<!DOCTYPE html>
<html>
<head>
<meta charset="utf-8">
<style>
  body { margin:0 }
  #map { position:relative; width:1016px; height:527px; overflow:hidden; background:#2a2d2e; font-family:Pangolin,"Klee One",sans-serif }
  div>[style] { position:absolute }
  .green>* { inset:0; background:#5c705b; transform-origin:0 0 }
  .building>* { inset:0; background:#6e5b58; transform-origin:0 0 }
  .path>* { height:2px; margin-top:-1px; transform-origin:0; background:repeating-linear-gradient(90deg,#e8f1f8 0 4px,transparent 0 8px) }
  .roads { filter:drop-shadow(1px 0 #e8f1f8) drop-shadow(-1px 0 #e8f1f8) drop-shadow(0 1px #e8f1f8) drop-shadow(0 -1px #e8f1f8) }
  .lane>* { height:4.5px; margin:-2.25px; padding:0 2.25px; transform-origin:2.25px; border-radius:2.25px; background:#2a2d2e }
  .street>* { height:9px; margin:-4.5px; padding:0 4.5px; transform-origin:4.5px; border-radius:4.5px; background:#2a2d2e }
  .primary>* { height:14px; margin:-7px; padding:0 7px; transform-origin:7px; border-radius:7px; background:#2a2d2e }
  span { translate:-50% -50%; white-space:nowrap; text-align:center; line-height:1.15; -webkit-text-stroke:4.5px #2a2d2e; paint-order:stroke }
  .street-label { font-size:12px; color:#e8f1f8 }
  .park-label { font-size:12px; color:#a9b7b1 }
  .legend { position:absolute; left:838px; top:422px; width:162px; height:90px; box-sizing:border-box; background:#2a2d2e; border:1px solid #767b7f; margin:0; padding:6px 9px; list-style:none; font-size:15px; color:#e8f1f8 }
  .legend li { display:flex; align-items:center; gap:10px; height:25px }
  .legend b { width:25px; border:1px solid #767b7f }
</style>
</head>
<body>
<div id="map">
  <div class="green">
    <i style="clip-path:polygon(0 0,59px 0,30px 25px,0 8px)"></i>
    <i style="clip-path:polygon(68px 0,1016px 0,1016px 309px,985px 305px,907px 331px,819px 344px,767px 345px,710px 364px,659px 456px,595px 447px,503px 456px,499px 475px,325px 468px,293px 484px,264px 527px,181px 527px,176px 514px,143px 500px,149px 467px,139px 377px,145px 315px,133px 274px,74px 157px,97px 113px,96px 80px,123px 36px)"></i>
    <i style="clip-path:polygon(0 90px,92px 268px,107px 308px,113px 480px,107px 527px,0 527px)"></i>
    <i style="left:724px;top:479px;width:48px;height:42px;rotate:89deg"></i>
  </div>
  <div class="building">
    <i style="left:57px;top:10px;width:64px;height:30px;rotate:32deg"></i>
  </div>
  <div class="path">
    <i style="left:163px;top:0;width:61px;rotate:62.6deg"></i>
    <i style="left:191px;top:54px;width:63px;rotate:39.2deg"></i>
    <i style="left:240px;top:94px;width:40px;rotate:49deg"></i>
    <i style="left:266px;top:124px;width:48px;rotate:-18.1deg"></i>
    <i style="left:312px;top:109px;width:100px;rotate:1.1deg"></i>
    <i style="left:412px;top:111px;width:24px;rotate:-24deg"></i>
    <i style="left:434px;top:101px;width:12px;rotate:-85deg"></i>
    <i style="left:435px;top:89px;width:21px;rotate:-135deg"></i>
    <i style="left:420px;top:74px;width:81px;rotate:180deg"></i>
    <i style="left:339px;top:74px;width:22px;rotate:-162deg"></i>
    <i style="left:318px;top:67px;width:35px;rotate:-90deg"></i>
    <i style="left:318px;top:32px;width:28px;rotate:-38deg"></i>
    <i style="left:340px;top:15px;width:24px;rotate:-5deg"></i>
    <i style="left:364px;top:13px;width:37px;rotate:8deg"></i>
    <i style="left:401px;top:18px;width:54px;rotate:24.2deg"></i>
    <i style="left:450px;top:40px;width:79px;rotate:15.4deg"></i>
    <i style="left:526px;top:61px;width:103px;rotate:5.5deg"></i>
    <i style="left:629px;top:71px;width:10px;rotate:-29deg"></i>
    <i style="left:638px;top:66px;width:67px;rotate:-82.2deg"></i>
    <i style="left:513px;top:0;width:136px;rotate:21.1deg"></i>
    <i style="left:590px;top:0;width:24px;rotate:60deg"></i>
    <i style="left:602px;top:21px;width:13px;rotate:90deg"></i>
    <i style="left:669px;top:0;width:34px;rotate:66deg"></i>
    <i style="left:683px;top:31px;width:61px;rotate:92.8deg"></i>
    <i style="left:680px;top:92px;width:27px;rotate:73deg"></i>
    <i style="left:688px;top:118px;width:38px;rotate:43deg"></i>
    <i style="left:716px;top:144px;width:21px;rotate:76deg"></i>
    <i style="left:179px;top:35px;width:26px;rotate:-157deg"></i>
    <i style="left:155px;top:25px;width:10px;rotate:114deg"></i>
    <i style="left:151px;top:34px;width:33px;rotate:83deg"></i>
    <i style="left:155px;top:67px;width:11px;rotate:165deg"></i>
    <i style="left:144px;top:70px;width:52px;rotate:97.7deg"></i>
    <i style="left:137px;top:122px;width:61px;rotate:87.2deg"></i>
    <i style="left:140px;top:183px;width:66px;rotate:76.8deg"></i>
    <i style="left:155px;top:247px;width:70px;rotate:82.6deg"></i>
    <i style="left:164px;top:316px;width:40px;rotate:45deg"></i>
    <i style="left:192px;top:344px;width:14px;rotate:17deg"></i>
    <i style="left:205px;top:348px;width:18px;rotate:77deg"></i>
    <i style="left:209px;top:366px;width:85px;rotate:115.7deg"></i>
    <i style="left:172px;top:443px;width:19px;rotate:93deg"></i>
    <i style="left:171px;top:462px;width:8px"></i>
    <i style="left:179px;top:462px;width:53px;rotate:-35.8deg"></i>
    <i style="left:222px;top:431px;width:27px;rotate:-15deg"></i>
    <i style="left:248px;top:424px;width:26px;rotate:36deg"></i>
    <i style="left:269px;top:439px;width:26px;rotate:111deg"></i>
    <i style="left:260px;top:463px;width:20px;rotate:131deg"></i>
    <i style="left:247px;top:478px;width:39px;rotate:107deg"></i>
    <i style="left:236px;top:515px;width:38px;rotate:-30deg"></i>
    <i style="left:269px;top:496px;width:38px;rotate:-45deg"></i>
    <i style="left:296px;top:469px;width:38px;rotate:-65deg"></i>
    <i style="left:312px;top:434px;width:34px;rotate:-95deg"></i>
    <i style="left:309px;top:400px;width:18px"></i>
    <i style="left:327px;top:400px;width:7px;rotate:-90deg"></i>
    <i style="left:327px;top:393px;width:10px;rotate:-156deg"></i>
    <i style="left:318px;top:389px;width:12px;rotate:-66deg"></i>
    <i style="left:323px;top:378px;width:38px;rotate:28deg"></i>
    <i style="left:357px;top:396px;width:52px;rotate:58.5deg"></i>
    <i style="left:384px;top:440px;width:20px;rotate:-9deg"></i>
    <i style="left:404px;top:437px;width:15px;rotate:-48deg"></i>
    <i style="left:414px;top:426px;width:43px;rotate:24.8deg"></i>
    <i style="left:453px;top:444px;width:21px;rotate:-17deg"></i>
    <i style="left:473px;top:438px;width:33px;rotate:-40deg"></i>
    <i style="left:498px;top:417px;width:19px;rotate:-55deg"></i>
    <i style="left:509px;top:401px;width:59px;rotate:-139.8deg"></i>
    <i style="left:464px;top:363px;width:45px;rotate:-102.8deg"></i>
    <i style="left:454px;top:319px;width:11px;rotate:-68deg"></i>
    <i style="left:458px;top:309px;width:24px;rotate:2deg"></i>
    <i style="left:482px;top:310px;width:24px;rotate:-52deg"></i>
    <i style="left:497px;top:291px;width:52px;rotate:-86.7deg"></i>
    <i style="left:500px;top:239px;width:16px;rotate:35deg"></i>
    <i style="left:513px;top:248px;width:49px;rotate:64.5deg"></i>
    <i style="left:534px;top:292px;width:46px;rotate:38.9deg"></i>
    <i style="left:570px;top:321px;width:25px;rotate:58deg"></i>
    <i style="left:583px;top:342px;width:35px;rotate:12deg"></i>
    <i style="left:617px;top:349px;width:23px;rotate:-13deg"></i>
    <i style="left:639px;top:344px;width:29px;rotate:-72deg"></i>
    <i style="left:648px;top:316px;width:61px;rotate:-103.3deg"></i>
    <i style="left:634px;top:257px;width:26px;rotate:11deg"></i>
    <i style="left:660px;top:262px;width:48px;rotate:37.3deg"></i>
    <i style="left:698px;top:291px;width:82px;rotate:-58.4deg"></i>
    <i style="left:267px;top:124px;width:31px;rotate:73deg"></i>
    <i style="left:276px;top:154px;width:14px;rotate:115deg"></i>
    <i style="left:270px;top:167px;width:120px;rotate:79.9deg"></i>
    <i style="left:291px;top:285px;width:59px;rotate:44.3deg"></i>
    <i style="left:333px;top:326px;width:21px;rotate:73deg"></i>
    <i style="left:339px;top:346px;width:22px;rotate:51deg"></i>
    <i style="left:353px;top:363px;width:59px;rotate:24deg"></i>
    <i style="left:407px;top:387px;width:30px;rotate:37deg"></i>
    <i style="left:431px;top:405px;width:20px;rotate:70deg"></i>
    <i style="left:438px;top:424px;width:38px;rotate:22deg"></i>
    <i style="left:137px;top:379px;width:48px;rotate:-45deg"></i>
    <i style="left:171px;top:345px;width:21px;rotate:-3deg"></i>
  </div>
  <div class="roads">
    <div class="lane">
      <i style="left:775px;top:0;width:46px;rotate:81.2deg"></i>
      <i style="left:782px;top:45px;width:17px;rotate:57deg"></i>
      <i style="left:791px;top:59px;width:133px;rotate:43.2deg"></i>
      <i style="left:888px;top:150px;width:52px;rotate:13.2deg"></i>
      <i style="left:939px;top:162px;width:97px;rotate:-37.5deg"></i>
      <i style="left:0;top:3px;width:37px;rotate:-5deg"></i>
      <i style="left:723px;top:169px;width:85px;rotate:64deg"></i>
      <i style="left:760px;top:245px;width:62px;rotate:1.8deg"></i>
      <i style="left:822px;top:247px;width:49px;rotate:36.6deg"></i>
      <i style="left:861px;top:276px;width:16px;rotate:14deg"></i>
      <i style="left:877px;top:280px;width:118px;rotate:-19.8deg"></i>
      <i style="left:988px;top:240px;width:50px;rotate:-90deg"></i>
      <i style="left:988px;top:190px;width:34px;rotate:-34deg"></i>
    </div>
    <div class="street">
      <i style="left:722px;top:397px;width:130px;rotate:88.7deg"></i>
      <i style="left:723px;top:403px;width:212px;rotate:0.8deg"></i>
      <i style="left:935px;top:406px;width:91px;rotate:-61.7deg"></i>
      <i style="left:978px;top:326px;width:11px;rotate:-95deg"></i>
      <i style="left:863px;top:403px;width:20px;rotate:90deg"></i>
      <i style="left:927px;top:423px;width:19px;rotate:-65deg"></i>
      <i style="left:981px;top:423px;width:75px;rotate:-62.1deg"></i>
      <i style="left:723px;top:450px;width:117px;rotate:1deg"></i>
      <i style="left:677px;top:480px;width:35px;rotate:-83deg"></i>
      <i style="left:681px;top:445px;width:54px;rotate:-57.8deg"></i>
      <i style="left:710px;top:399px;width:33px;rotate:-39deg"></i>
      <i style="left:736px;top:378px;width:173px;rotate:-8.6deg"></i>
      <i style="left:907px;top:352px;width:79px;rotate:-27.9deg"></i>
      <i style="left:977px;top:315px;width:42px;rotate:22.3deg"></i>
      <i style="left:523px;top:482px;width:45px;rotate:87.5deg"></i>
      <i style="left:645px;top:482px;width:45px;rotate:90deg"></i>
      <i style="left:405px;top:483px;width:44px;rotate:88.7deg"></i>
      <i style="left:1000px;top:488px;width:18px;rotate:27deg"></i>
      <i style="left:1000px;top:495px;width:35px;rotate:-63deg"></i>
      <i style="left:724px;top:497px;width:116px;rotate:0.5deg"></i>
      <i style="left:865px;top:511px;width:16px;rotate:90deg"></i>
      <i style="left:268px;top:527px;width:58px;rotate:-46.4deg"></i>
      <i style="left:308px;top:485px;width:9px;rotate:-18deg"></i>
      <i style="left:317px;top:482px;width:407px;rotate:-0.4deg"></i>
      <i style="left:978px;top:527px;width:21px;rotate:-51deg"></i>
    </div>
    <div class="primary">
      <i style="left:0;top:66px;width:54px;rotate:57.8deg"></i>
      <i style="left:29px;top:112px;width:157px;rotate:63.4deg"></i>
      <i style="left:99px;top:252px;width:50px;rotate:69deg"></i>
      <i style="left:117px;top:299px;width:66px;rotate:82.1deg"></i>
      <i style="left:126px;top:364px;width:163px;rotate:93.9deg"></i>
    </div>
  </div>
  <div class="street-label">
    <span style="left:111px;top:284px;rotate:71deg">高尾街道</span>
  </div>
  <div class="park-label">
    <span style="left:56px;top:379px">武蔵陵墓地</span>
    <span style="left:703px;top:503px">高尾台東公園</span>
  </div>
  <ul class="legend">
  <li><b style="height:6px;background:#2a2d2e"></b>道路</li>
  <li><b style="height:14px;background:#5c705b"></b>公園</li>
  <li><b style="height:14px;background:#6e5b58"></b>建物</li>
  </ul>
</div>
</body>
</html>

□ □ □

Repeat the entries above exactly, beginning at their first line and ending with the line that contains "inset:0; background:#5c705b; transform-origin:0", with nothing added.

<!DOCTYPE html>
<html>
<head>
<meta charset="utf-8">
<style>
  body { margin:0 }
  #map { position:relative; width:1016px; height:527px; overflow:hidden; background:#2a2d2e; font-family:Pangolin,"Klee One",sans-serif }
  div>[style] { position:absolute }
  .green>* { inset:0; background:#5c705b; transform-origin:0 0 }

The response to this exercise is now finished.